Jamais véritablement accepté ni rejeté par les Abénaquis de Saint-François, le pasteur et ses idées ont suscité la polémique dans le village. Plusieurs lui ont reproché son prosélytisme, même si la plupart de ces critiques ont été ensuite invalidées ou contredites par les enquêtes menées dans le village par les autorités coloniales (BAC 1833). Il est demeuré relativement soutenu par les siens tout au long de sa mission et il a pu occuper plusieurs postes d’envergure comme celui de chef ou de maître d’école. Son statut de missionnaire protestant et ses réflexions le plaçaient dans une position ambiguë qui le poussait parfois à se sentir plus proche des familles américaines protestantes voisines du village que de son propre peuple (UCCA 1838, 1842). L’un des missionnaires auquel il s’opposa, l’abbé Joseph-Anselme Maurault, résuma en quelques mots la relation particulière qu’Osunkhirhine entretenait avec les siens, du fait de son comportement et de ses opinions originales : selon Maurault, dans un premier temps, les Abénaquis « repoussèrent avec horreur ses prédications » car, d’obédience catholique, ils avaient une mauvaise image du protestantisme. Cependant, le fait que le pasteur traduisait, enseignait et diffusait des écrits dans leur langue maternelle rendait malgré tout le personnage intrigant (Maurault 1866 : 618). N’ayant pas entendu quelqu’un prêcher dans leur langue depuis cinquante ans, en 1830, ses pairs finirent par l’écouter, voire par croire en la validité de ses sermons.

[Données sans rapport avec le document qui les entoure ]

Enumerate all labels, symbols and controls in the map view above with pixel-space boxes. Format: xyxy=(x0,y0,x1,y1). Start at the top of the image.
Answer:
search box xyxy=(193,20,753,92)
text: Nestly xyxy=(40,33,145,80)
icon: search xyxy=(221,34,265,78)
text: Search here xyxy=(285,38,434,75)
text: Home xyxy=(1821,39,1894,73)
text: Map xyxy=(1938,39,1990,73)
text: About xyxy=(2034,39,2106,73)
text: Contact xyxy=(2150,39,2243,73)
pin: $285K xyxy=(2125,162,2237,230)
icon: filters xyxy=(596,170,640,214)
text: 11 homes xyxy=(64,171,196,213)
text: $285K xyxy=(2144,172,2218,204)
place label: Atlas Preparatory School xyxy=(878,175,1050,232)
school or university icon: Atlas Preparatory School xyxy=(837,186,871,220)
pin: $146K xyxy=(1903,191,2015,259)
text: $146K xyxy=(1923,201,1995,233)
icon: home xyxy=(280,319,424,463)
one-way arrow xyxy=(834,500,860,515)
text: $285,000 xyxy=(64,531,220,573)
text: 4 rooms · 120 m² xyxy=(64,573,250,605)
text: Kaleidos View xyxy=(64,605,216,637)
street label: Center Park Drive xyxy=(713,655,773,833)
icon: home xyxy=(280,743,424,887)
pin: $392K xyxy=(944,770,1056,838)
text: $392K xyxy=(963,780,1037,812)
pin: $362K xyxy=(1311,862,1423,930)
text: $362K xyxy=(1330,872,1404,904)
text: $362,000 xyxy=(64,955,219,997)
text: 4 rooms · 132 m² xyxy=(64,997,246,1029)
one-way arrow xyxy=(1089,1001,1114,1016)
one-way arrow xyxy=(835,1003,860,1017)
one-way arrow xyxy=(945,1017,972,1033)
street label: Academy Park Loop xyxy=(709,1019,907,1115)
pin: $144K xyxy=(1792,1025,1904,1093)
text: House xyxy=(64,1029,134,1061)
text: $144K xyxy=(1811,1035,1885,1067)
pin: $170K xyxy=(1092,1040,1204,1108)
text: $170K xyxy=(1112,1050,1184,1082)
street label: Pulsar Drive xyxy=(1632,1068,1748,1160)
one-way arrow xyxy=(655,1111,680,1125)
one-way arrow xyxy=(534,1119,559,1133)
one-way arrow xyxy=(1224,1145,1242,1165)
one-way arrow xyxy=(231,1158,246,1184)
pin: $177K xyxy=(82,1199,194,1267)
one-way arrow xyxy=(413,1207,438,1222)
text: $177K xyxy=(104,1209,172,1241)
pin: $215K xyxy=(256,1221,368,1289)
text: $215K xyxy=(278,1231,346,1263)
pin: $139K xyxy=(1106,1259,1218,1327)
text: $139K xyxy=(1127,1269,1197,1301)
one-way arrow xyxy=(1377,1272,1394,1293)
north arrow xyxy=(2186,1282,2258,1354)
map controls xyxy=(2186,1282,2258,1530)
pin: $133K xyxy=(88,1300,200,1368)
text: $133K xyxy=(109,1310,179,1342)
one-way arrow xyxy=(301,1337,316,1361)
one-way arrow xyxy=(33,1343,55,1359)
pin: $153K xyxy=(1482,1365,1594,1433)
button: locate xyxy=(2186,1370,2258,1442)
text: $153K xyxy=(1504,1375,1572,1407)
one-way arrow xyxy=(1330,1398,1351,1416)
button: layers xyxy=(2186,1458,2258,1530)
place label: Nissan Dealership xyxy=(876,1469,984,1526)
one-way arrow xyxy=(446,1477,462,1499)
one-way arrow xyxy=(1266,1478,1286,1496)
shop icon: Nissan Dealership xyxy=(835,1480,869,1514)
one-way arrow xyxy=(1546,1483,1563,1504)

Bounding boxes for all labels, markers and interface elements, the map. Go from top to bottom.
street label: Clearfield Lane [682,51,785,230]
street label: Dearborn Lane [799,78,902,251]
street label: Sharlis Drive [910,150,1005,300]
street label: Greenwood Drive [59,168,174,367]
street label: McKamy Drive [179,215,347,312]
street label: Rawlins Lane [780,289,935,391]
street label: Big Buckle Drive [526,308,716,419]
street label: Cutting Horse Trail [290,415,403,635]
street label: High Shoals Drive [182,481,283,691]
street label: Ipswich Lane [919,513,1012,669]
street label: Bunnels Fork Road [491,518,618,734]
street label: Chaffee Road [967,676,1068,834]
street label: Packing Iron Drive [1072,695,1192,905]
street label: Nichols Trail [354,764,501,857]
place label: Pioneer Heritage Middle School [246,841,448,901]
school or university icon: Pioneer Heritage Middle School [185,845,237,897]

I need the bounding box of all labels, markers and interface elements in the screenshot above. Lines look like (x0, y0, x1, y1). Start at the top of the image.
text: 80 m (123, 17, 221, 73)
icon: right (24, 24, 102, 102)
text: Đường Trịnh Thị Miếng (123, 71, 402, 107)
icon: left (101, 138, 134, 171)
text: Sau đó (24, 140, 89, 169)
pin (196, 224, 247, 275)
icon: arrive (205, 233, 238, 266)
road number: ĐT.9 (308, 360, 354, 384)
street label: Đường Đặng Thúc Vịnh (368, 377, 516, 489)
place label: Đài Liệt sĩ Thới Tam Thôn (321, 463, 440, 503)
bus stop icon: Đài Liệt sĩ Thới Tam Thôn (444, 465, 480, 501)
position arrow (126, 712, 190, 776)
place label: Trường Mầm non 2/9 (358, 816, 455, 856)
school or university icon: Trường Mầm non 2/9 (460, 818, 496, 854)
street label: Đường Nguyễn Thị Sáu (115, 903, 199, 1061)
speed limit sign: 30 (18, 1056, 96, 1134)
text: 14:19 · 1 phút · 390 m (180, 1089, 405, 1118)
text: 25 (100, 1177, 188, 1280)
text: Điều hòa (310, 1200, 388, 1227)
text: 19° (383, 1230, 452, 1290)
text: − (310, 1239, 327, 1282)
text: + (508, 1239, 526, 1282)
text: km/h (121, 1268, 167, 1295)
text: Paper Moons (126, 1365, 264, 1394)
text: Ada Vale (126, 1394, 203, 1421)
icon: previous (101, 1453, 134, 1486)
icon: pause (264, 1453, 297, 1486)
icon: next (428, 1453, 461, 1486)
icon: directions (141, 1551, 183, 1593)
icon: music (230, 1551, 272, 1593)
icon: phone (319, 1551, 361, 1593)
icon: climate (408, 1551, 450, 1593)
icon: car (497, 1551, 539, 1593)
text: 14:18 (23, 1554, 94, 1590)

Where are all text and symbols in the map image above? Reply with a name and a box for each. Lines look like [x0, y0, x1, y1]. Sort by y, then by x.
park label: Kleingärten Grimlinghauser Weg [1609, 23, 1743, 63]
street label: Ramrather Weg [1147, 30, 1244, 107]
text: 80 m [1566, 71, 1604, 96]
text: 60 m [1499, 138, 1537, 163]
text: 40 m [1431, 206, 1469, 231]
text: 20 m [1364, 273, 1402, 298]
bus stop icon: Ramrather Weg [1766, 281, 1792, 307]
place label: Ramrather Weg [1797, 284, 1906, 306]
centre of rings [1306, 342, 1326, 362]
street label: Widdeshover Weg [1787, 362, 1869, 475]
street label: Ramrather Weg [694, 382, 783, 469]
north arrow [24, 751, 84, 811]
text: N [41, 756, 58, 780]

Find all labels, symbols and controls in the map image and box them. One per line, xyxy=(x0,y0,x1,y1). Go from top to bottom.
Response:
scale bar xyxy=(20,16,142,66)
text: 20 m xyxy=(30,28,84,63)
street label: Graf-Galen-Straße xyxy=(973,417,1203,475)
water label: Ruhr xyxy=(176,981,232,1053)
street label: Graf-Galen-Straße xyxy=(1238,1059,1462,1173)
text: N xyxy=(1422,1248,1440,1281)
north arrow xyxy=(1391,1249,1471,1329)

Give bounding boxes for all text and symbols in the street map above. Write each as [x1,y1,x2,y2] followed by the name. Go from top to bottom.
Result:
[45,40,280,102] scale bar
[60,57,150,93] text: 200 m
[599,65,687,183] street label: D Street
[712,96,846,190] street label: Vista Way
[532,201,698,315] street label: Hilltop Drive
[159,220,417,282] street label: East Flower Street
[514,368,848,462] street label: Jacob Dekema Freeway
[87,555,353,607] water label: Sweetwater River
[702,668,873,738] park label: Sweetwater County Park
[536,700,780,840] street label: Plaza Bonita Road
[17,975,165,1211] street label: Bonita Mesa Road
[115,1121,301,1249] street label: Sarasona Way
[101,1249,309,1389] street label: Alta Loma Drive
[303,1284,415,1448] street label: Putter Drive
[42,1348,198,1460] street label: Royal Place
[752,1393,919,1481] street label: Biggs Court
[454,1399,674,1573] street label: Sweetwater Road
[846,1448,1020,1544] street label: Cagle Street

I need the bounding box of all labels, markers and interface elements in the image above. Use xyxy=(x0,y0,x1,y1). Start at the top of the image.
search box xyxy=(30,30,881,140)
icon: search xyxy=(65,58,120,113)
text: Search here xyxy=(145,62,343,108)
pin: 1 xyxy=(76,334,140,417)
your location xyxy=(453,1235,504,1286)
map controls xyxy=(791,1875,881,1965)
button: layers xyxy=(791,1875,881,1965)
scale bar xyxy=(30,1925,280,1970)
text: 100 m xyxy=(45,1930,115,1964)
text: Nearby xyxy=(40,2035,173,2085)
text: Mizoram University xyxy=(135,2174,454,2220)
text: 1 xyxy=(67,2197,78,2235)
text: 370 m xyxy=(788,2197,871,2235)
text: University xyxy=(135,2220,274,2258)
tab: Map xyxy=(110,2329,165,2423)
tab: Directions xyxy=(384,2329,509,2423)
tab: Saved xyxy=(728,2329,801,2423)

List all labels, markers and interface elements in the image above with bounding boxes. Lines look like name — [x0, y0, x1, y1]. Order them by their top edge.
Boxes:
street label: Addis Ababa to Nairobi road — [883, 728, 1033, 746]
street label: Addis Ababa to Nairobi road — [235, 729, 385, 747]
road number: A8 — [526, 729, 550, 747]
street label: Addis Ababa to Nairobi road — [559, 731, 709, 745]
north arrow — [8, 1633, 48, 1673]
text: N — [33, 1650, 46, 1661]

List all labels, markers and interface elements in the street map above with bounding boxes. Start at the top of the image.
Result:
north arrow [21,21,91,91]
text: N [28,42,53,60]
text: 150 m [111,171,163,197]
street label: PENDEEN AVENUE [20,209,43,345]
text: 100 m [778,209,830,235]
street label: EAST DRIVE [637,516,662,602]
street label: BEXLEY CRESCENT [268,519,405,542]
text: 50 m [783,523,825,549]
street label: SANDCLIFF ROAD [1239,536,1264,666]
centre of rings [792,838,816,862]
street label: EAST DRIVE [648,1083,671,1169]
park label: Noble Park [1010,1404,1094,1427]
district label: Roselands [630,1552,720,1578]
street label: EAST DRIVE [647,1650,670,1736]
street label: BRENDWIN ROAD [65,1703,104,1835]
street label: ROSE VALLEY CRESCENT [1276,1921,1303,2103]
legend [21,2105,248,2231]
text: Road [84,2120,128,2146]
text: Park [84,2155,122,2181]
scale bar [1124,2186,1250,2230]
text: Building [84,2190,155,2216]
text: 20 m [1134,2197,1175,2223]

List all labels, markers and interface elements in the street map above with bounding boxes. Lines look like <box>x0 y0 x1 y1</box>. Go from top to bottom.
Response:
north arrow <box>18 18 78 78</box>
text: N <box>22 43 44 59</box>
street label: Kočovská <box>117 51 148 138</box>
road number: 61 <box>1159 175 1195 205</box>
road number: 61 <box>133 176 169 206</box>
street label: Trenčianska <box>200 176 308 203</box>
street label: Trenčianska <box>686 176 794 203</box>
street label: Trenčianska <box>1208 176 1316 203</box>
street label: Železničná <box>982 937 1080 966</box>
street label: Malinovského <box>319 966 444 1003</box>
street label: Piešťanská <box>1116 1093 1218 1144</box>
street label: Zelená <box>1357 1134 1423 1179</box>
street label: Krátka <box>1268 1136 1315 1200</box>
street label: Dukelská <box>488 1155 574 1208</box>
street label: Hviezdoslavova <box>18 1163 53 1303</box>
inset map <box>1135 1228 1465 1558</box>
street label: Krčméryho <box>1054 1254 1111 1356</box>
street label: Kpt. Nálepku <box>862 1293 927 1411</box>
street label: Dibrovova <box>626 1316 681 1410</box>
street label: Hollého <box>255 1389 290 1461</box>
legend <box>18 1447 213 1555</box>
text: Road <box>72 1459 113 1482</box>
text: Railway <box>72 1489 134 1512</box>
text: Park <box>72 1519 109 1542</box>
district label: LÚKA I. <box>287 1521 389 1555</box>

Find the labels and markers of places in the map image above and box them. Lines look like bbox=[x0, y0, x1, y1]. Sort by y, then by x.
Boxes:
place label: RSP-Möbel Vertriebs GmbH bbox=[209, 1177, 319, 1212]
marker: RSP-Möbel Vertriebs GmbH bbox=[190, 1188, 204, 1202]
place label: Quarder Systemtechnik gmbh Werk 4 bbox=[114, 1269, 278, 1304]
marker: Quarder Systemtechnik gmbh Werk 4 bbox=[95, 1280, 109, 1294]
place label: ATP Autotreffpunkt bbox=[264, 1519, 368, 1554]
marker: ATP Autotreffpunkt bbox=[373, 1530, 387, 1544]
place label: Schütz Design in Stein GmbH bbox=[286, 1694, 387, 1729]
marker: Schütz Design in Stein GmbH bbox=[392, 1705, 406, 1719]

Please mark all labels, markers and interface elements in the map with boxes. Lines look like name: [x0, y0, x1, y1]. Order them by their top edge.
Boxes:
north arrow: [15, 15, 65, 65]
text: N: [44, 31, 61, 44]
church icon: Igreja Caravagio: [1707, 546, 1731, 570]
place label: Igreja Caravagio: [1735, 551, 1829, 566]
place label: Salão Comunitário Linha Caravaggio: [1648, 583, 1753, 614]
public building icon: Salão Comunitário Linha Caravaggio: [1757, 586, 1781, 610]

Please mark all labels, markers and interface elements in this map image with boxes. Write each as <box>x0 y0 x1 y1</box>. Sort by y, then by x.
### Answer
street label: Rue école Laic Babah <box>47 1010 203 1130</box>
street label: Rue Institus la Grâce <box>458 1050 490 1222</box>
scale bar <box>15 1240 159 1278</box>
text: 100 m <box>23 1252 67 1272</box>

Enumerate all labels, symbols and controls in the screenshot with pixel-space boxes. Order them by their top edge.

Cette place ambiguë du pasteur semble toutefois finir en désamour, si l’on se fie à l’une de ses dernières lettres en 1858 qui scelle son avenir de pasteur protestant à Saint-François :

Je pense que je ne pourrais jamais faire mieux en continuant à St. François. Je pourrais passer toute ma vie ici qu’aucune mauvaise habitude ne serait perdue, qu’ils continueraient à aimer le péché et ne deviendraient pas de bons chrétiens. J’aurais aimé qu’il y ait un moyen de continuer à faire le bien pour mes malheureux Indiens de mon propre peuple mais je ne peux rien si ce n’est les plaindre en pensant que je dois les laisser. Ils seront toujours comme des brebis errantes sans berger et leurs enfants seront bien sûr perdus.

UCCA 1858

Peu avant cette lettre, il venait de se tenir au village de Saint-François une élection pour la nomination de l’agent local. Par une requête rédigée par un notaire et adressée au département des Affaires indiennes, une partie des membres de la communauté prévoyant ne pas être présents pendant le déroulement de l’élection avaient demandé que n’importe qui soit nommé au poste d’agent, à l’exception de Peter Paul Osunkhirhine (ASN 1858). Or, si le pasteur a toujours dû faire face à une certaine opposition, elle émanait toujours d’une même famille, les Gill, désireuse d’occuper les postes importants du village (Boutevin 2012). Cette fois, pourtant, la requête n’était signé par aucun de ses membres, rendant d’autant plus vif ce rejet pour un populiste tel que le pasteur. Si ce dernier n’avait jamais fait l’unanimité, en effet, ses compétences avaient jusque-là toujours été suffisamment reconnues pour qu’il occupe les emplois d’agent, de chef ou de conseiller particulier de la communauté, en dépit de tous ses opposants. Cette requête d’une partie de la population semble donc indiquer que les réflexions du pasteur sur le monde qui l’entourait et sa volonté de changement n’ont pas réussi à lui garder jusqu’à la fin de son ministère la position influente et la confiance de ses pairs.